WHAT YOU NEED TO DO> Every line of the listing below should be written out exactly, minus its pictures.

□ □ □ □ □ □ □

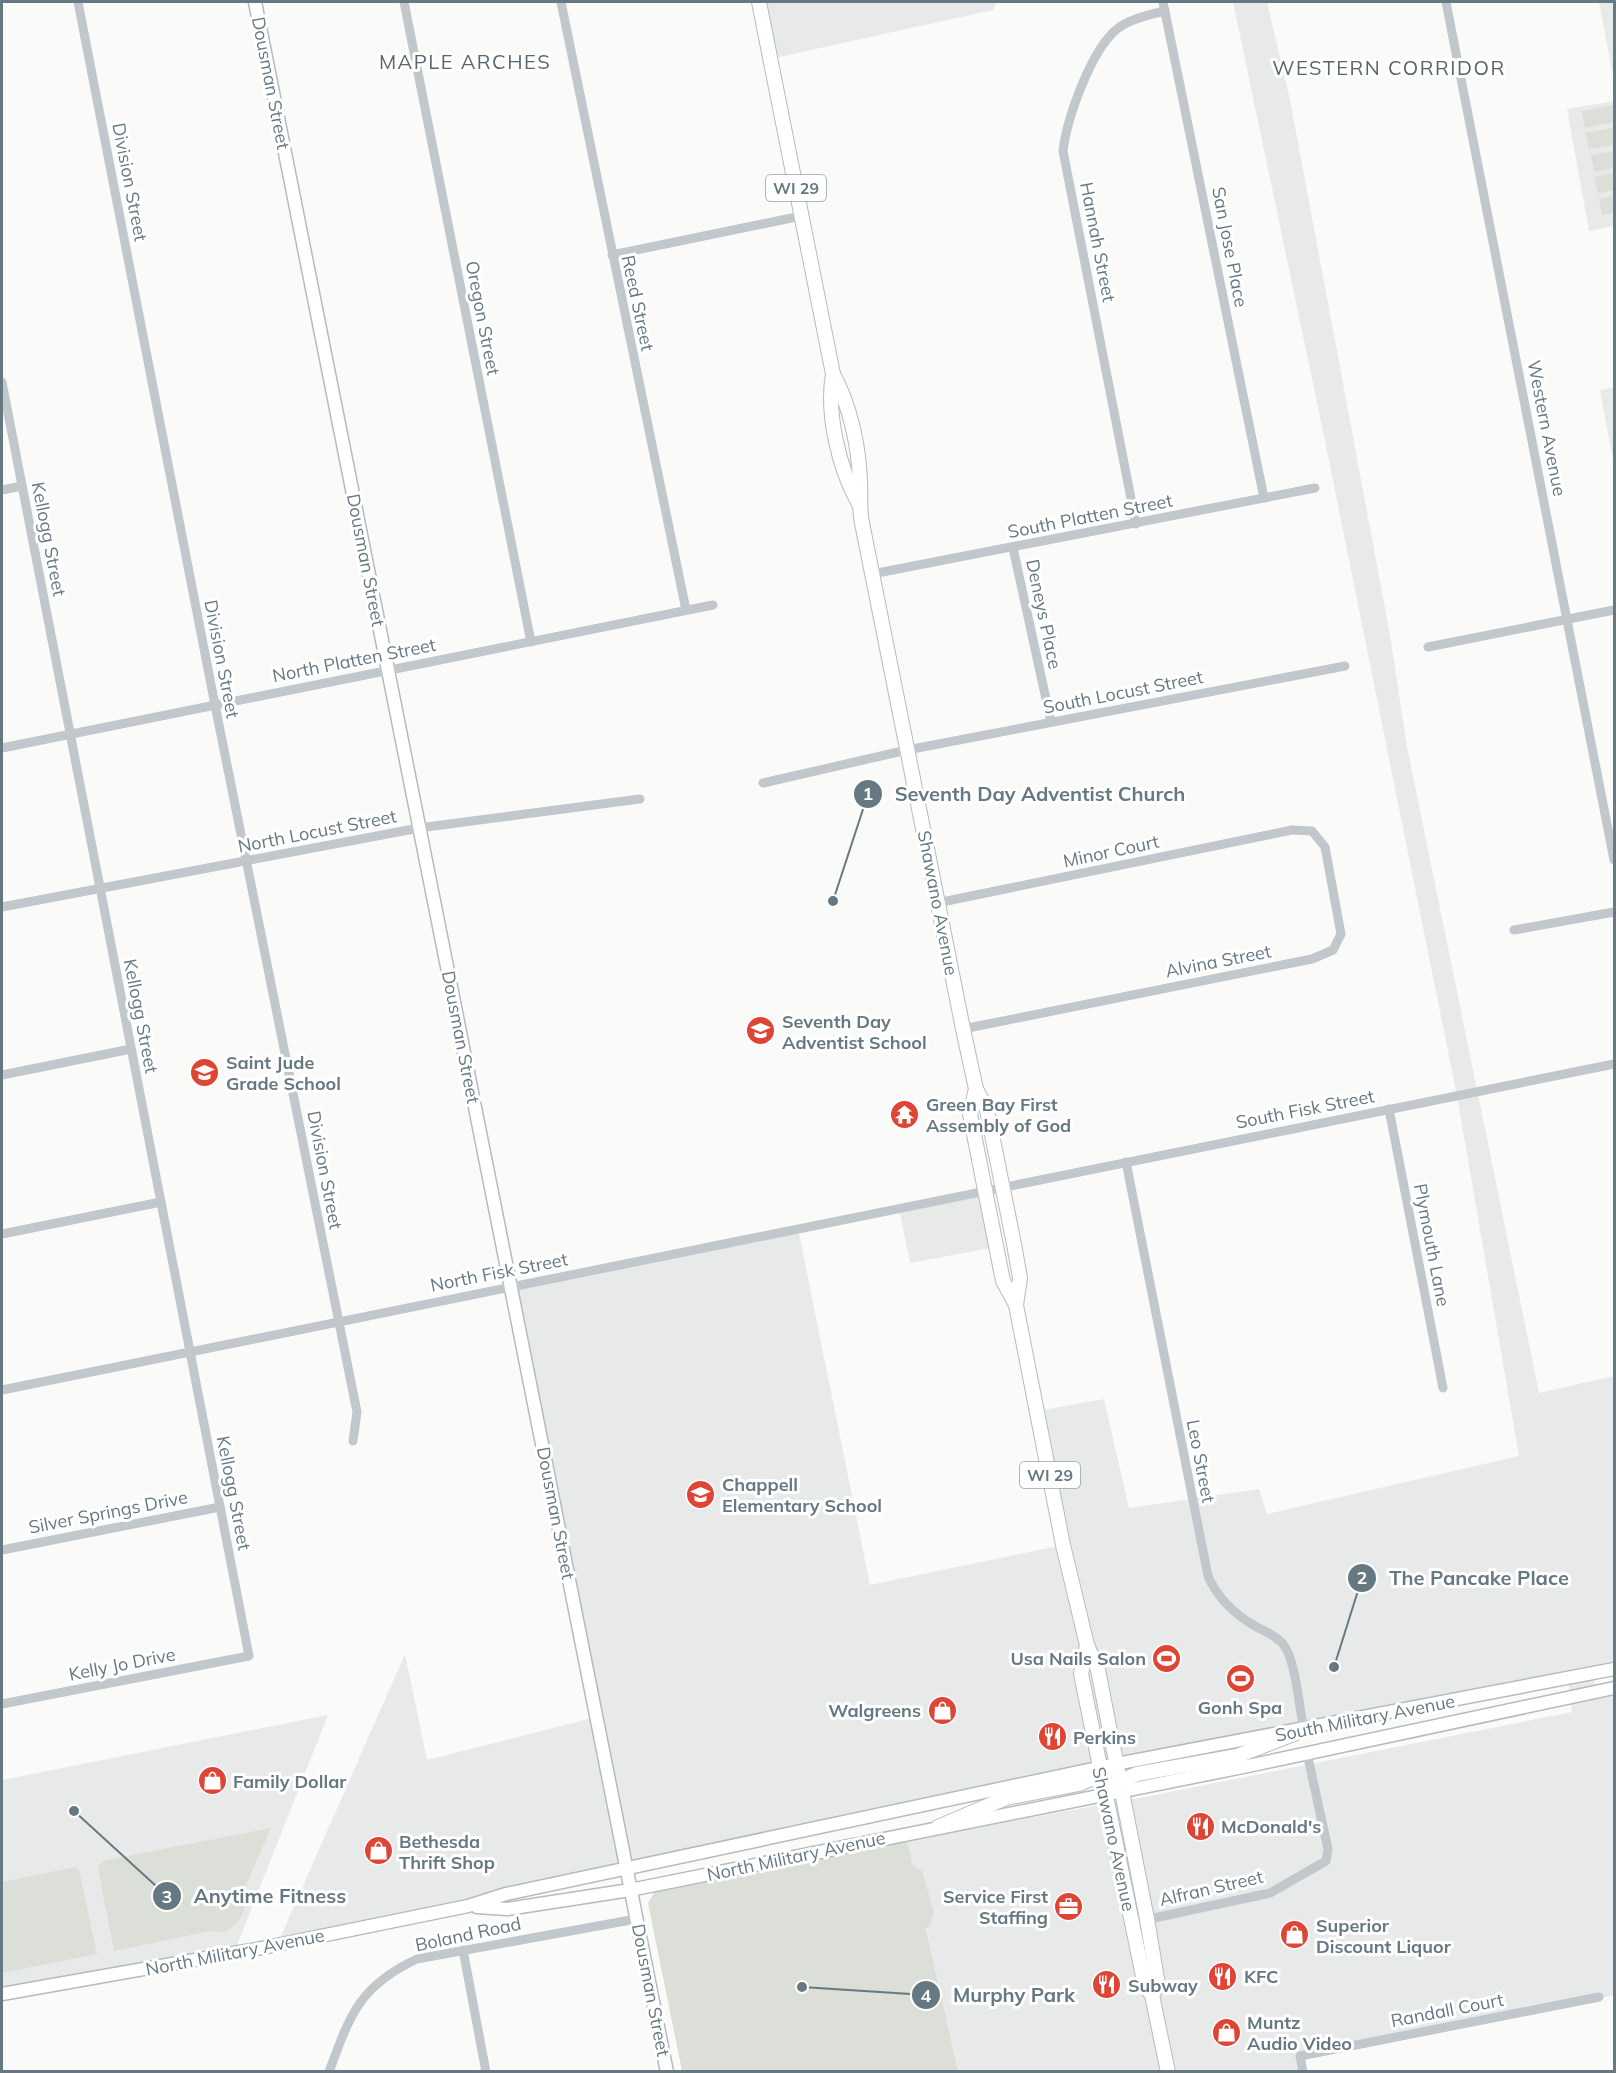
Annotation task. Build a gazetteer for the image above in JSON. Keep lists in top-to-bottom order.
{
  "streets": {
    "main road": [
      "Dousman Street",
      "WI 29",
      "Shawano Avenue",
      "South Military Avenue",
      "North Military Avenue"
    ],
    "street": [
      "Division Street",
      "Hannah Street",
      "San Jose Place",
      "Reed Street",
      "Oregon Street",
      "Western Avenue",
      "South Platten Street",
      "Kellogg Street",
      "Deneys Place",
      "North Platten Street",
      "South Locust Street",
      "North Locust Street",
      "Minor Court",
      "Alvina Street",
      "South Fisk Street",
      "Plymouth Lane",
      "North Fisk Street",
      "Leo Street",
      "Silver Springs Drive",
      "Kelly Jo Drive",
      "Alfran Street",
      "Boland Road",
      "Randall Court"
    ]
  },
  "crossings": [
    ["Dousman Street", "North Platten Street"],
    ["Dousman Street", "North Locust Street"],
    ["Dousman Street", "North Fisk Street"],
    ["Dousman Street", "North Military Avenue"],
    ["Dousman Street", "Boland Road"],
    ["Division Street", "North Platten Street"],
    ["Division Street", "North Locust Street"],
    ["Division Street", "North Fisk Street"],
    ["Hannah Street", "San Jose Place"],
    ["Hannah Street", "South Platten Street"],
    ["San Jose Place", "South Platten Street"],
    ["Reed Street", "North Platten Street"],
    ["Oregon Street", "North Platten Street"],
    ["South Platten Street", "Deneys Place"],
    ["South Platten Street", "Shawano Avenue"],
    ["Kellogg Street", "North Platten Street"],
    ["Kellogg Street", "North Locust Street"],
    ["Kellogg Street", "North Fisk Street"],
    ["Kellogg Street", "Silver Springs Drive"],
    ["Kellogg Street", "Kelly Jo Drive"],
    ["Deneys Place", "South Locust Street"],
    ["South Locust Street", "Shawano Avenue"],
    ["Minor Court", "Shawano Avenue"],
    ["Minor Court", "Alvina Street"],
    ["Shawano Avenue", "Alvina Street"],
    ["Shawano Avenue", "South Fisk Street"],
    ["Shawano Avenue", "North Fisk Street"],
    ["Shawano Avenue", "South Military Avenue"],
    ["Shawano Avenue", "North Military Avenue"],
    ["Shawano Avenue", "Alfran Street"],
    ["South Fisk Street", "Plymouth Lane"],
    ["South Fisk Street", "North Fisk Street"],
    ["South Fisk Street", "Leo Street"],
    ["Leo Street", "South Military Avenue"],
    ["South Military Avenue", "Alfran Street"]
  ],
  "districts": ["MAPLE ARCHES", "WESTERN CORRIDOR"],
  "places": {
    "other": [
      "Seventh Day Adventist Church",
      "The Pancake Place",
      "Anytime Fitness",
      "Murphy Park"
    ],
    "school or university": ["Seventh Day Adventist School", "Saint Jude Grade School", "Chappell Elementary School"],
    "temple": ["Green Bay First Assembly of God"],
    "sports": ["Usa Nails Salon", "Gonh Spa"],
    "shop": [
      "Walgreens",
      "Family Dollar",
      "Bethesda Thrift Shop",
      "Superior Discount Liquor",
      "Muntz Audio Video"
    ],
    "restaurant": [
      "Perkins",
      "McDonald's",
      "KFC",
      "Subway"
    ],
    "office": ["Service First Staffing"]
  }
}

□ □ □ □ □ □ □

ANSWER TO THE PROBLEM>
Annotation task. Build a gazetteer for the image above in JSON. Keep lists in top-to-bottom order.
{
  "streets": {
    "main road": [
      "Dousman Street",
      "WI 29",
      "Shawano Avenue",
      "South Military Avenue",
      "North Military Avenue"
    ],
    "street": [
      "Division Street",
      "Hannah Street",
      "San Jose Place",
      "Reed Street",
      "Oregon Street",
      "Western Avenue",
      "South Platten Street",
      "Kellogg Street",
      "Deneys Place",
      "North Platten Street",
      "South Locust Street",
      "North Locust Street",
      "Minor Court",
      "Alvina Street",
      "South Fisk Street",
      "Plymouth Lane",
      "North Fisk Street",
      "Leo Street",
      "Silver Springs Drive",
      "Kelly Jo Drive",
      "Alfran Street",
      "Boland Road",
      "Randall Court"
    ]
  },
  "crossings": [
    ["Dousman Street", "North Platten Street"],
    ["Dousman Street", "North Locust Street"],
    ["Dousman Street", "North Fisk Street"],
    ["Dousman Street", "North Military Avenue"],
    ["Dousman Street", "Boland Road"],
    ["Division Street", "North Platten Street"],
    ["Division Street", "North Locust Street"],
    ["Division Street", "North Fisk Street"],
    ["Hannah Street", "San Jose Place"],
    ["Hannah Street", "South Platten Street"],
    ["San Jose Place", "South Platten Street"],
    ["Reed Street", "North Platten Street"],
    ["Oregon Street", "North Platten Street"],
    ["South Platten Street", "Deneys Place"],
    ["South Platten Street", "Shawano Avenue"],
    ["Kellogg Street", "North Platten Street"],
    ["Kellogg Street", "North Locust Street"],
    ["Kellogg Street", "North Fisk Street"],
    ["Kellogg Street", "Silver Springs Drive"],
    ["Kellogg Street", "Kelly Jo Drive"],
    ["Deneys Place", "South Locust Street"],
    ["South Locust Street", "Shawano Avenue"],
    ["Minor Court", "Shawano Avenue"],
    ["Minor Court", "Alvina Street"],
    ["Shawano Avenue", "Alvina Street"],
    ["Shawano Avenue", "South Fisk Street"],
    ["Shawano Avenue", "North Fisk Street"],
    ["Shawano Avenue", "South Military Avenue"],
    ["Shawano Avenue", "North Military Avenue"],
    ["Shawano Avenue", "Alfran Street"],
    ["South Fisk Street", "Plymouth Lane"],
    ["South Fisk Street", "North Fisk Street"],
    ["South Fisk Street", "Leo Street"],
    ["Leo Street", "South Military Avenue"],
    ["South Military Avenue", "Alfran Street"]
  ],
  "districts": ["MAPLE ARCHES", "WESTERN CORRIDOR"],
  "places": {
    "other": [
      "Seventh Day Adventist Church",
      "The Pancake Place",
      "Anytime Fitness",
      "Murphy Park"
    ],
    "school or university": ["Seventh Day Adventist School", "Saint Jude Grade School", "Chappell Elementary School"],
    "temple": ["Green Bay First Assembly of God"],
    "sports": ["Usa Nails Salon", "Gonh Spa"],
    "shop": [
      "Walgreens",
      "Family Dollar",
      "Bethesda Thrift Shop",
      "Superior Discount Liquor",
      "Muntz Audio Video"
    ],
    "restaurant": [
      "Perkins",
      "McDonald's",
      "KFC",
      "Subway"
    ],
    "office": ["Service First Staffing"]
  }
}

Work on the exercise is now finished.